Another great use for dry bread. Serves 68.

Ingredients
Half a day-old loaf of coarse white bread
8 large ripe tomatoes
Half a cucumber
1 tsp sea salt
Half tsp milled black pepper
4 tbs extra virgin olive oil
2 tbs red wine vinegar
3 cloves garlic
2 red onions
1 tbs capers
12 black olives, stoned
30 basil leaves

Method
● With a serrated knife, remove the crusts from the loaf. Using your fingertips, tear the bread into very coarse breadcrumbs. Lay these on a tray and leave them to dry out in a warm place for one hour.

● Meanwhile, prepare the salad ingredients. Peel the tomatoes in the usual way and chop into large dice the size of your fingernail. Split the cucumber lengthways, scoop out the seeds and cut into half moons. Put these in a large bowl, together with the salt, pepper, olive oil and red wine vinegar.

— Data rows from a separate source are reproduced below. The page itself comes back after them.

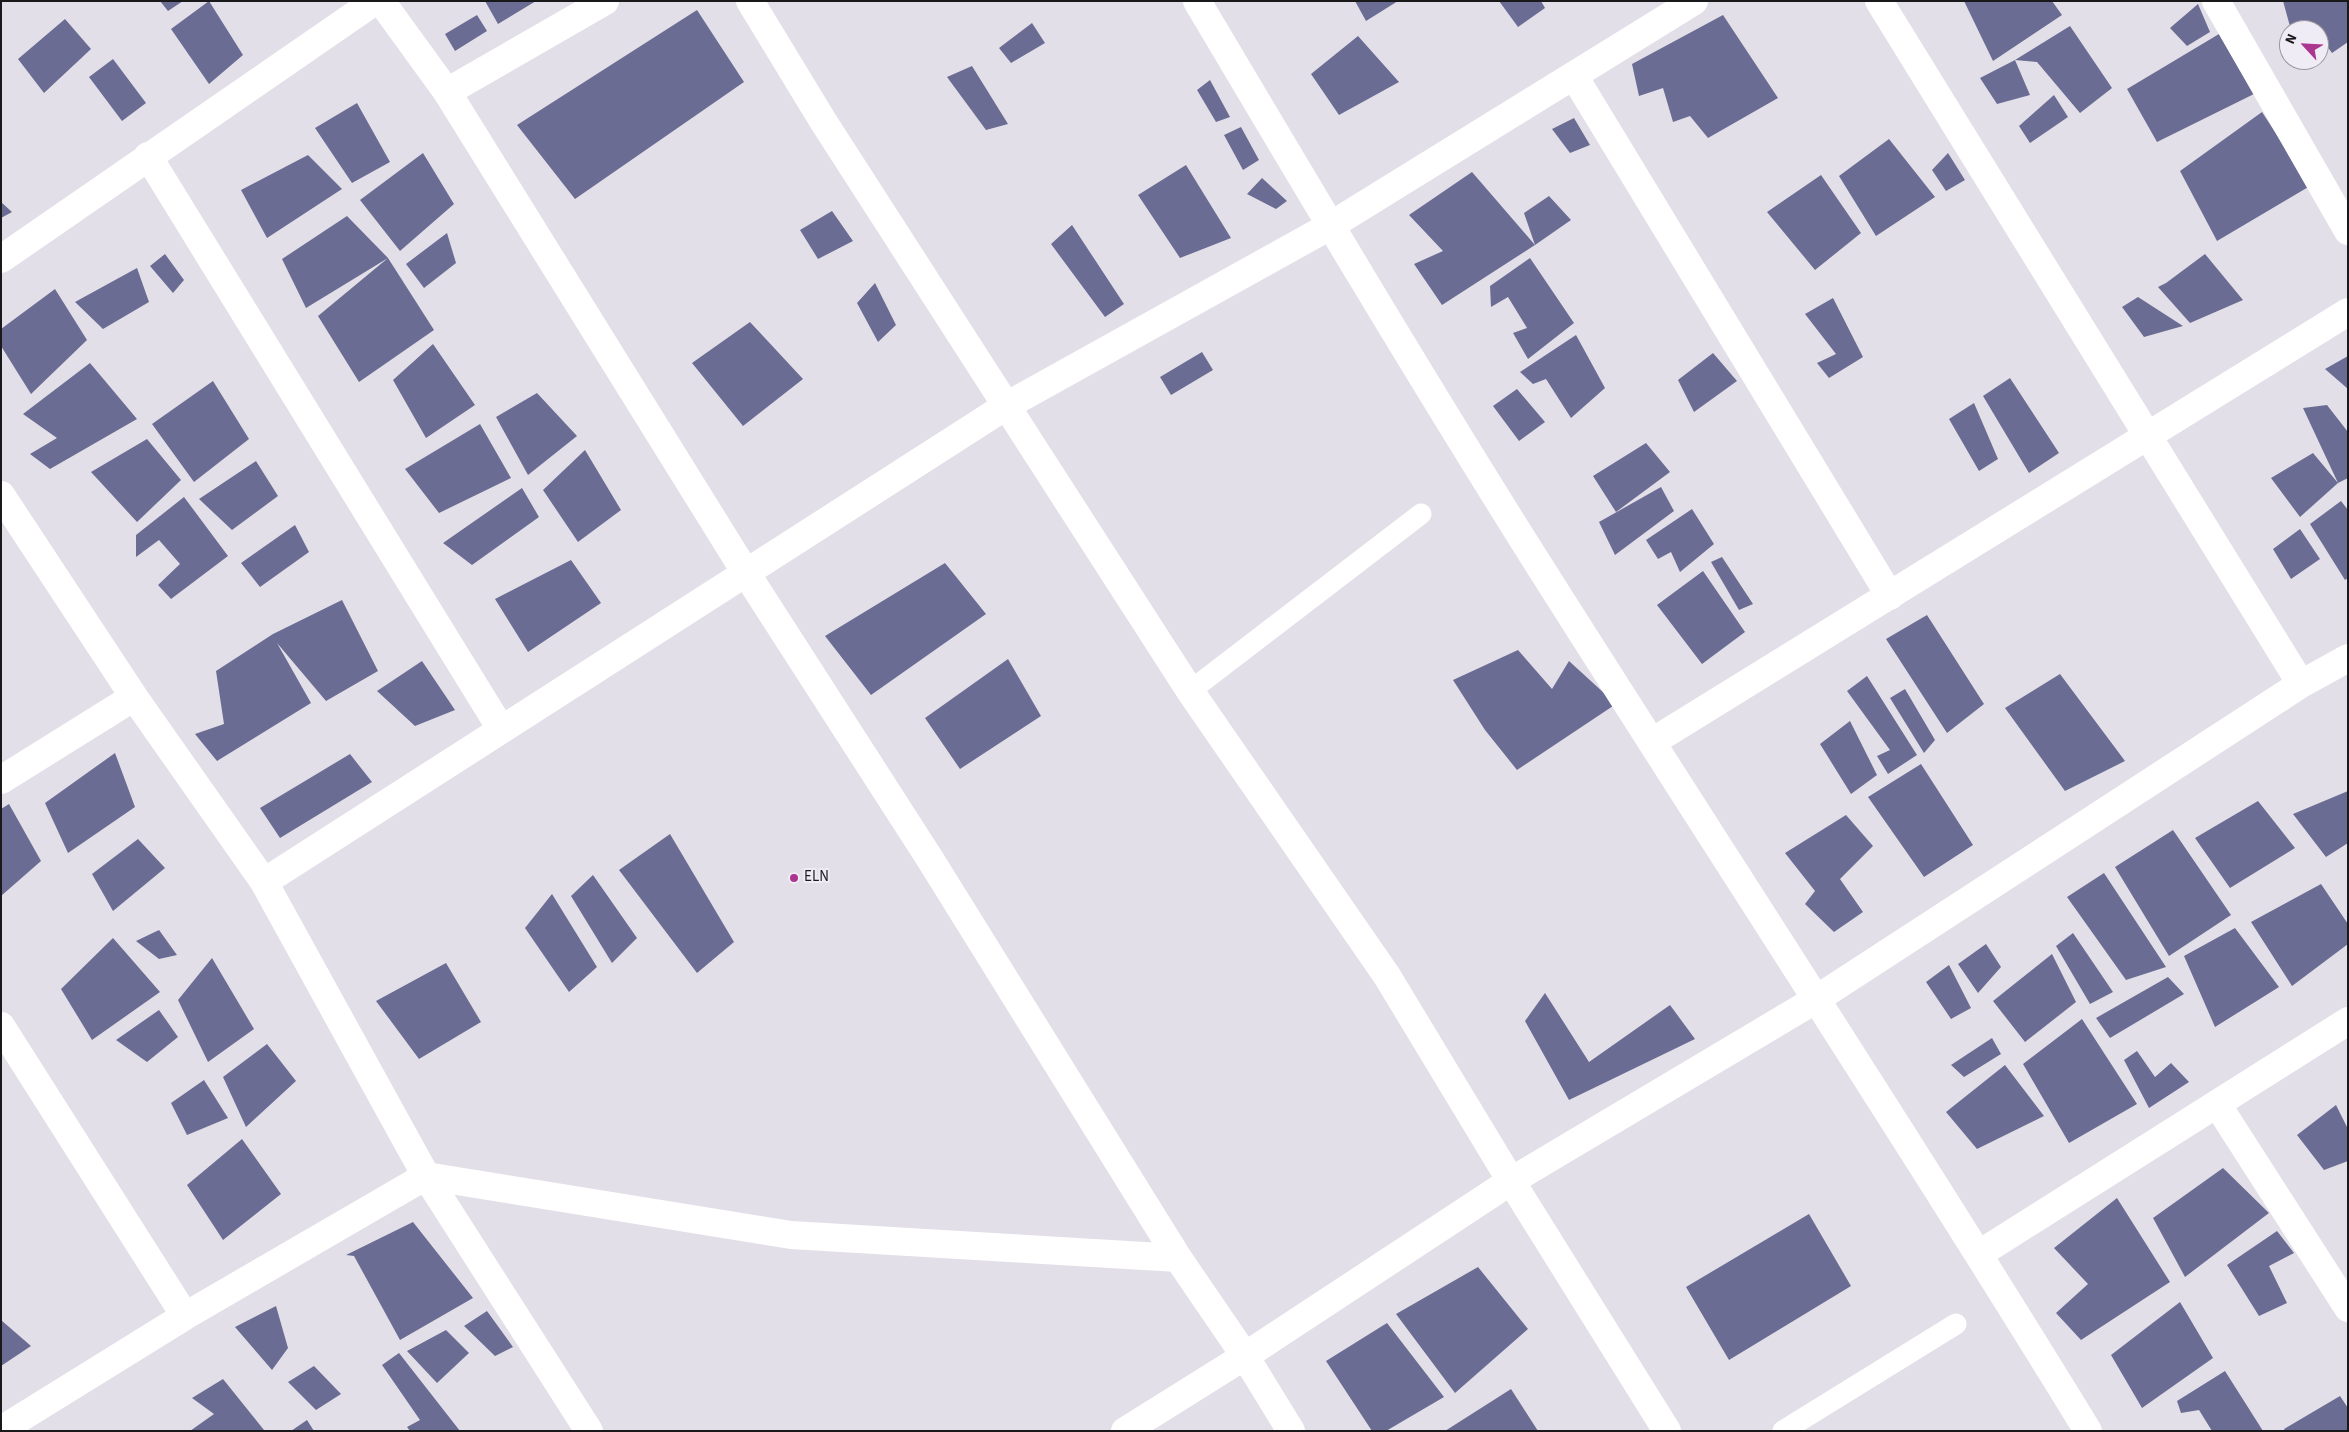 <!DOCTYPE html>
<style>
body{margin:0}
#map{position:relative;width:2349px;height:1432px;overflow:hidden;background:#e3dfe8;font-family:"Source Sans 3",sans-serif}
canvas{display:block}
.frame{position:absolute;inset:0;border:2px solid #19181b;pointer-events:none}
.north{position:absolute;left:2279px;top:20px;width:50px;height:50px;box-sizing:border-box;background:#f0ecf6;border:1px solid #9a979e;border-radius:50%;rotate:295deg;font-size:14px;font-weight:700;line-height:20px;text-align:center;color:#19181b}
.north::after{content:'';display:block;margin:auto;width:18px;height:22px;background:#aa368f;clip-path:polygon(50% 0,100% 100%,50% 72%,0 100%)}
</style>
<div id="map">
<canvas width="2349" height="1432"></canvas>
<div class="frame"></div>
<div class="north">N</div>
</div>
<script>
const c = document.querySelector('canvas').getContext('2d');
c.lineJoin = 'round';
function fillPath(path, color) { c.fillStyle = color; c.fill(path, 'evenodd'); }
function stroke(path, color, width, dash) { c.strokeStyle = color; c.lineWidth = width; c.lineCap = dash ? 'butt' : 'round'; c.setLineDash(dash || []); c.stroke(path); }
function write(font, color, halo, rows, align = 'center') {
  c.font = font + ' "Source Sans 3",sans-serif'; c.lineWidth = 4; c.setLineDash([]); c.textBaseline = 'middle'; c.strokeStyle = halo; c.fillStyle = color; for (const [text, x, y, turn = 0] of rows) {
    c.save(); c.translate(x, y); c.rotate((+turn || 0) * Math.PI / 180); c.textAlign = isNaN(turn) ? turn : align; if (halo) c.strokeText(text, 0, 0); c.fillText(text, 0, 0); c.restore();
  }
}
const building = new Path2D(`
 M160 1H183L168 11Z
 M209 1 243 55 209 84 171 29Z
 M485 1H536L498 24Z
 M1355 1H1398L1366 21Z
 M1499 1H1541L1545 8 1518 27Z
 M1964 1H2052L2062 15 1993 61Z
 M2283 1H2348V42L2332 53 2319 35V30H2315L2309 22 2291 30Z
 M2198 4 2210 32 2187 46 2170 28Z
 M697 10 744 82 575 199 517 125Z
 M477 15 487 31 455 51 445 34Z
 M1723 15 1778 98 1708 138 1690 116 1673 122 1663 88 1639 96 1632 64Z
 M65 19 91 49 44 93 18 59Z
 M1032 23 1045 43 1011 63 999 48Z
 M2070 26 2112 88 2080 113 2037 62 2015 60 2030 95 1997 104 1980 78 2015 60Z
 M2219 34 2254 94 2157 142 2127 89Z
 M1358 36 1399 82 1339 115 1311 74Z
 M113 59 146 103 122 121 89 77Z
 M972 66 1008 124 986 130 947 77Z
 M1210 80 1230 117 1216 122 1197 90Z
 M2054 95 2068 117 2030 143 2019 126Z
 M357 103 390 162 352 183 315 128Z
 M2262 112 2310 186 2217 241 2180 171Z
 M1574 118 1590 145 1570 153 1552 129Z
 M1241 127 1259 160 1243 170 1224 135Z
 M1889 139 1935 197 1876 236 1839 176Z
 M423 153 454 204 400 251 360 200Z
 M1948 153 1965 180 1946 191 1932 170Z
 M308 155 342 189 267 238 241 190Z
 M1186 165 1231 238 1180 258 1138 195Z
 M1472 172 1535 245 1524 213 1549 196 1571 220 1535 245 1442 305 1414 264 1443 251 1409 215Z
 M1821 175 1861 233 1815 270 1767 212Z
 M1262 178 1287 201 1276 209 1247 194Z
 M1 202 12 212 1 218Z
 M832 211 853 241 818 259 800 230Z
 M347 216 388 258 434 330 359 382 318 316 388 258 306 308 282 259Z
 M1072 225 1124 304 1105 317 1051 244Z
 M447 233 456 263 424 288 406 264Z
 M165 254 184 280 173 293 150 266Z
 M2205 254 2243 300 2190 323 2158 287 2166 283Z
 M1530 258 1574 323 1528 359 1513 333 1527 328 1508 297 1491 307 1490 286Z
 M137 268 149 302 103 329 75 302Z
 M875 283 896 325 878 342 857 303Z
 M55 289 87 340 31 394 1 346V329Z
 M2138 297 2183 326 2144 337 2122 307Z
 M1833 298 1863 357 1829 378 1817 363 1836 354 1805 314Z
 M750 322 803 379 743 426 692 363Z
 M1576 335 1605 388 1571 418 1546 379 1533 384 1520 372Z
 M433 344 475 405 426 438 393 380Z
 M1202 352 1213 370 1171 395 1160 377Z
 M1713 353 1737 381 1694 412 1678 380Z
 M2348 356V389L2325 369Z
 M90 363 137 419 50 469 30 454 57 438 23 414Z
 M2010 378 2059 453 2029 473 1983 396Z
 M213 381 249 439 194 482 152 424Z
 M1517 389 1545 422 1519 441 1493 406Z
 M537 393 577 436 528 475 496 417Z
 M1974 403 1998 459 1979 471 1949 419Z
 M2327 405 2348 432V478L2338 483 2303 408Z
 M480 424 511 478 439 513 405 469Z
 M147 439 181 480 137 522 91 472Z
 M1646 443 1670 472 1616 512 1593 476Z
 M585 450 621 510 578 542 543 490Z
 M2313 453 2338 483 2300 517 2271 478Z
 M256 461 278 496 232 530 199 499Z
 M1661 487 1674 511 1615 555 1599 522Z
 M522 488 539 517 472 565 443 543Z
 M184 497 228 556 171 599 158 585 180 564 159 540 136 557V535Z
 M2341 501 2348 510V578L2345 580 2310 524Z
 M1692 509 1714 544 1680 572 1671 552 1658 559 1646 540Z
 M295 525 309 552 260 587 241 563Z
 M2300 529 2320 559 2291 579 2273 549Z
 M1722 557 1753 604 1739 610 1711 562Z
 M571 560 601 603 528 652 495 599Z
 M945 563 986 614 871 695 825 636Z
 M1703 571 1745 632 1702 664 1657 605Z
 M342 600 378 671 326 701 277 643 311 703 217 761 195 734 224 724 216 671 273 634Z
 M1927 615 1984 704 1947 733 1886 639Z
 M1518 650 1552 689 1569 661 1616 704 1517 770 1485 730 1453 680Z
 M1008 659 1041 716 960 769 925 718Z
 M422 661 455 710 415 726 377 691Z
 M2060 674 2125 761 2065 791 2005 708Z
 M1867 676 1917 755 1888 774 1877 756 1890 750 1847 691Z
 M1905 689 1935 740 1924 753 1890 698Z
 M1850 721 1877 775 1851 794 1820 744Z
 M115 753 135 807 68 853 45 803Z
 M350 754 372 782 280 838 260 808Z
 M1921 764 1973 845 1924 877 1868 797Z
 M2348 791V843L2326 857 2293 814Z
 M2258 801 2295 848 2230 888 2195 838Z
 M9 804 41 861 1 896V809Z
 M1846 815 1873 846 1840 879 1863 912 1834 932 1805 904 1815 891 1785 853Z
 M2173 830 2231 915 2169 956 2115 867Z
 M670 834 734 942 697 973 619 870Z
 M138 839 165 868 113 911 92 874Z
 M2104 873 2166 967 2126 980 2067 897Z
 M593 875 637 938 612 963 571 896Z
 M2321 884 2348 924V944L2292 986 2251 922Z
 M552 894 597 967 569 992 525 928Z
 M2235 928 2279 987 2215 1027 2184 956Z
 M159 930 177 955 159 959 136 941Z
 M2073 933 2113 992 2090 1004 2056 946Z
 M113 938 160 992 92 1040 61 989Z
 M1986 944 2001 967 1978 993 1958 964Z
 M2052 954 2076 1002 2025 1042 1993 1001Z
 M212 958 254 1029 208 1062 178 1000Z
 M446 963 481 1022 419 1059 376 1001Z
 M1949 965 1971 1008 1951 1019 1926 982Z
 M2168 977 2184 994 2110 1038 2096 1018Z
 M1545 993 1589 1062 1670 1005 1695 1039 1569 1100 1525 1021Z
 M159 1010 178 1037 147 1062 116 1040Z
 M2082 1019 2137 1104 2069 1143 2023 1064Z
 M1992 1038 2001 1054 1964 1077 1951 1065Z
 M267 1044 296 1081 246 1127 223 1077Z
 M2137 1051 2155 1077 2171 1063 2189 1082 2149 1108 2124 1060Z
 M2005 1065 2044 1116 1977 1149 1946 1112Z
 M204 1080 228 1118 187 1135 171 1103Z
 M2336 1105 2348 1129V1161L2324 1170 2297 1135Z
 M242 1139 281 1194 223 1240 187 1185Z
 M2223 1168 2269 1213 2185 1277 2153 1218Z
 M2117 1198 2170 1282 2081 1340 2056 1313 2088 1284 2054 1248Z
 M1809 1214 1851 1286 1729 1360 1686 1287Z
 M413 1222 473 1298 400 1340 354 1256 346 1255Z
 M2277 1231 2294 1253 2269 1266 2287 1303 2259 1316 2227 1265Z
 M1478 1267 1528 1329 1455 1393 1396 1314Z
 M2180 1302 2213 1358 2142 1408 2111 1355Z
 M276 1306 288 1348 272 1370 235 1327Z
 M487 1311 513 1347 495 1356 464 1326Z
 M1 1320 31 1346 1 1366Z
 M1387 1323 1444 1397 1386 1431H1372L1326 1361Z
 M446 1330 469 1353 437 1383 407 1351Z
 M399 1353 460 1431H410L407 1427 420 1420 382 1365Z
 M314 1366 341 1394 316 1410 288 1382Z
 M2225 1371 2263 1431H2212L2199 1410 2181 1413 2177 1401Z
 M223 1379 264 1430 190 1431 214 1414 192 1398Z
 M1511 1389 1538 1431H1445Z
 M2340 1396 2348 1408V1431H2285L2284 1429Z
 M307 1420 314 1431H291Z`);
const lane = new Path2D(`
 M1190 691 1421 514
 M1783 1431 1956 1324`);
const street = new Path2D(`
 M381 1 447 92 746 573 930 859 1178 1258 1245 1356 1291 1431
 M750 1 823 121 1190 691 1387 976 1511 1181 1667 1431
 M1197 1C1308 188 1419 375 1535 559 1719 850 1908 1138 2088 1431
 M1879 1 2301 684
 M2216 1 2348 231
 M1574 76 1890 596
 M447 92 605 1
 M148 156 501 729
 M1 259 375 1
 M1 495 134 697 264 882 426 1176 589 1431
 M1652 742 2348 312
 M1 780 134 697
 M264 882 1006 406 1330 226 1694 1
 M1 1026 185 1316
 M2217 1104 2348 1308
 M1979 1254 2348 1021
 M1 1430 185 1316 426 1176 791 1235 1178 1258
 M1125 1431 1245 1356 1511 1181 1815 1000 2301 684 2348 658`);
const markers = [
 [794,878,5,"#aa368f"]
];
const poiNames = [
 ["ELN",804,878]
];
fillPath(building, '#6a6c93');
stroke(lane, '#fff', 21);
stroke(street, '#fff', 28);
for (const [x, y, r, color] of markers) { const dot = new Path2D(); dot.arc(x, y, r, 0, 2 * Math.PI); c.fillStyle = color; c.fill(dot); stroke(dot, '#f0ecf6', 2); }
write('15px', '#19181b', '#f0ecf6', poiNames, 'left');
</script>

● Chop the garlic very finely and add it to the bowl, together with the red onions cut in a fine dice. Add the capers, the stoned olives and mix. Add the bread to the bowl and mix again, adding the basil leaves torn in half. Add a little oil if the mixture is dry and taste for seasoning. Leave the salad to macerate at room temperature for an hour before serving.